This repo contains all scripts for testing models in PhyloClustering.jl. All scripts in Python and Julia are writing in Jupyter notebook.
We use random-sample-tree.ipynb to randomly choose the tree structures for 8-taxon and 16-taxon trees. The scripts 4-taxa-tree-simulate.ipynb, 8-16-trees-simulate.ipynb, and nni-move-check.ipynb contain all codes used to generate simulated phylogenetic trees and embed them into Eucliean space. We set seeds for simulations so it can generate consistent trees. The paths in scripts are working on certain file structures so you may need to set the path by youself.
The scripts all-taxa-check.ipynb, hierarchical-clustering.ipynb, and nni-move-check.ipynb contain all codes used to produce the accuracy of clustering results. You also need to set the paths by your self.
The scripts hc-nni-heatmap.ipynb and plot-heatmap.ipynb contain codes to plot the accuracy heatmap. You also need to set the paths by your self.
baobabs-test.ipynb contains the code to cluster trees in Baobabs dataset. We also use reroot-tree.R to reroot the trees before use Densitree to visualize them.
NNI-tree-templates.trees: 8-taxon and 16-taxon tree templates we used to simulate trees in NNI tests.
16-taxa.trees: 8-taxon and 16-taxon tree templates we used to simulate trees in all other tests.
4-taxa-tree-simulate.ipynb: Simulate 4-taxon trees and 4-taxon network in bipartition format. Writes simulated trees into csv files.
8-16-trees-simulate.ipynb: Simulate 8-taxon and 16-taxon trees in bipartition format. Writes simulated trees into csv or jld files.
all-taxa-check.ipynb: Test repeating K-means and GMM on trees with all taxon number. Writes the clustering results into csv files.
baobabs-test.ipynb: Test K-means and hierarchical clustering on Baobabs dataset.
bipartition-embedding-julia.ipynb: Transform trees from Newick format to bipartition format. Writes trees into csv files.
bipartition-to-tree.ipynb: Calculate the mean tree of the cluster. Transforms 4-taxon trees in bipartition fromat to unrooted trees.
clustering-julia.ipynb: Check if models work in Julia. Implements k-means, GMM, and DBSCAN.
dog-data-test.ipynb(Deprecated): Test K-means on Canis dataset.
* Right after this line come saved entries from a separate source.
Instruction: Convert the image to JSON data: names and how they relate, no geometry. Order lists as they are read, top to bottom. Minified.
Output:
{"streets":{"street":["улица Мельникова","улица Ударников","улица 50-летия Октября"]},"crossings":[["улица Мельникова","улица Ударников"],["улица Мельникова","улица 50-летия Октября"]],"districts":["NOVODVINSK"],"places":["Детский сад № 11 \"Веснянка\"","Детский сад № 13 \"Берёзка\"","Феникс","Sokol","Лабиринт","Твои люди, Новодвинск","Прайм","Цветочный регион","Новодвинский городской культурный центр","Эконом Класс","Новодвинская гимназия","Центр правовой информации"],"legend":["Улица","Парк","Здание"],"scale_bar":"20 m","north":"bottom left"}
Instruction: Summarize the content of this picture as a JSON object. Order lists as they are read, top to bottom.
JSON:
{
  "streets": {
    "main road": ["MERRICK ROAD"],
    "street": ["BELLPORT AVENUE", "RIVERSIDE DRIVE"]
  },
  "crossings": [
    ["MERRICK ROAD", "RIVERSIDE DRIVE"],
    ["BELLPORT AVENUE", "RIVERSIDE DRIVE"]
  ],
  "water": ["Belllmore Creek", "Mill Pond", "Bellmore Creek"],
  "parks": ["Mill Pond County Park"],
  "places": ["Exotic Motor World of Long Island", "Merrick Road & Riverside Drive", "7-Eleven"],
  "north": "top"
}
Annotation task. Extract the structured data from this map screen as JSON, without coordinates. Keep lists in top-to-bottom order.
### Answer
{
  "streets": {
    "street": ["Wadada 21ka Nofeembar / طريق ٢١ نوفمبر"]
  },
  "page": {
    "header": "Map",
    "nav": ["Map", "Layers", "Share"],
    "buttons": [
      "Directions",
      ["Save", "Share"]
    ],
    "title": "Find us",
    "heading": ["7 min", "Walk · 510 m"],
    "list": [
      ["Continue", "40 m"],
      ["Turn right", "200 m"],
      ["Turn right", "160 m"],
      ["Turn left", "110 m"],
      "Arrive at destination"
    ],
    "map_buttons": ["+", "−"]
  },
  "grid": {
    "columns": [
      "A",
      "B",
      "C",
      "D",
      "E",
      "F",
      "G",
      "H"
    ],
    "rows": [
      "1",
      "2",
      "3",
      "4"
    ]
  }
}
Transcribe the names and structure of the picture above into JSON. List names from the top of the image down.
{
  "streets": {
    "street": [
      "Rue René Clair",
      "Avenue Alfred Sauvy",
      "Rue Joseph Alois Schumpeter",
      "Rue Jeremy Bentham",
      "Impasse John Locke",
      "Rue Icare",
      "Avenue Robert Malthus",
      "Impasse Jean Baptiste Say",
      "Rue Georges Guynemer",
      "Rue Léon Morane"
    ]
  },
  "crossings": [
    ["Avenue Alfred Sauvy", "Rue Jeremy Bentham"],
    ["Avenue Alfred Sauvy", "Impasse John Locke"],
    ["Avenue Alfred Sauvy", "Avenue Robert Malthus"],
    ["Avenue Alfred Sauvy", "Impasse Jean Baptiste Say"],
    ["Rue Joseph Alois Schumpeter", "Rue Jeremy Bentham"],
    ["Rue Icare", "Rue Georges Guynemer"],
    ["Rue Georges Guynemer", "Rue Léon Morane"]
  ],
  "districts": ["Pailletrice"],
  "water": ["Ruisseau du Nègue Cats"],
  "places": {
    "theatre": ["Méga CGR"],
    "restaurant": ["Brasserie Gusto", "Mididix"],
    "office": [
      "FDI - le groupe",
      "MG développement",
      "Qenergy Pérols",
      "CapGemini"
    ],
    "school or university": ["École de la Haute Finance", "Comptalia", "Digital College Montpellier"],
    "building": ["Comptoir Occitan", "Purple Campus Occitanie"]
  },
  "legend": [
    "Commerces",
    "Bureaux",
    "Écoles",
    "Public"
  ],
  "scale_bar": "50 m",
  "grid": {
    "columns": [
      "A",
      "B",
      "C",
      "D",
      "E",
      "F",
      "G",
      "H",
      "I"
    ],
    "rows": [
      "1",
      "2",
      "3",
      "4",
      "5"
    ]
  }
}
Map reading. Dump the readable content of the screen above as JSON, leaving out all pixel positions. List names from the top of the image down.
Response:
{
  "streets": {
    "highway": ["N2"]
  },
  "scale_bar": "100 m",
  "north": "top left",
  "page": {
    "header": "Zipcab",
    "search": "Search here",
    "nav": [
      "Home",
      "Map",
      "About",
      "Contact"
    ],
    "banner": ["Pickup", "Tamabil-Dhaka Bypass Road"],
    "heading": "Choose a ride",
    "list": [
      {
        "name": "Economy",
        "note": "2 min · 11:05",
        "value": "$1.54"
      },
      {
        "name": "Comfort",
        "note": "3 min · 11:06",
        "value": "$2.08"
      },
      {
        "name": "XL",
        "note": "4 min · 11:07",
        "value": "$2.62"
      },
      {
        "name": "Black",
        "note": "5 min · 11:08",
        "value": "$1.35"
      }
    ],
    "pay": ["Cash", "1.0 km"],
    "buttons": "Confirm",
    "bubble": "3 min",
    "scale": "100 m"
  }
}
hierarchical-clustering.ipynb: Implement and tests hierarchical clustering.
imbalance-and-comparison.ipynb:Test split-weight embedding on imbalanced dataset, compare it with RF distance in terms of running time, memory cost, and accuracy.
nni-move-check.ipynb: Test K-means and hierarchical clustering on trees with 0-5 NNIs.
number-to-name.ipynb(Deprecated): Change names of taxa from numbers to Canis species.
random-sample-tree.ipynb: Randomly choose 15 8-taxon trees and 15 16 taxon trees.
tree-investigation.ipynb: Investigate the visualization of the 16-taxon trees to determine if they are indeed separate clusters.
bipartition-embedding.ipynb: Transform trees from Newick format into bipartition format using the same algorithm in bipartition-embedding-julia.ipynb. Also check the performance of the algorithm.
clustering-visualize.ipynb*: Test models (K-mean, GMM, and spectral clustering) and dimensionality reduction algorithms (PCA and t-SNE) for visulazation.
clutering-check-python.ipynb: Check performance of models (K-mean, GMM, and spectral clustering)
data-clean.ipynb(Deprecated): Change names of taxa from Canis species to numbers.
final-figure.ipynb: Plot all the figures in the paper.
hc-nni-heatmap.ipynb: Visualize the results of hierarchical clustering and NNI tests.
plot-heatmap.ipynb: Visualize the results of K-means and GMM.
print-bipartition.ipynb: Transform trees from Newick format to bipartition format. Writes trees into csv files.
reroot-tree.R: Reroot trees from Canis and Baobabs datasets.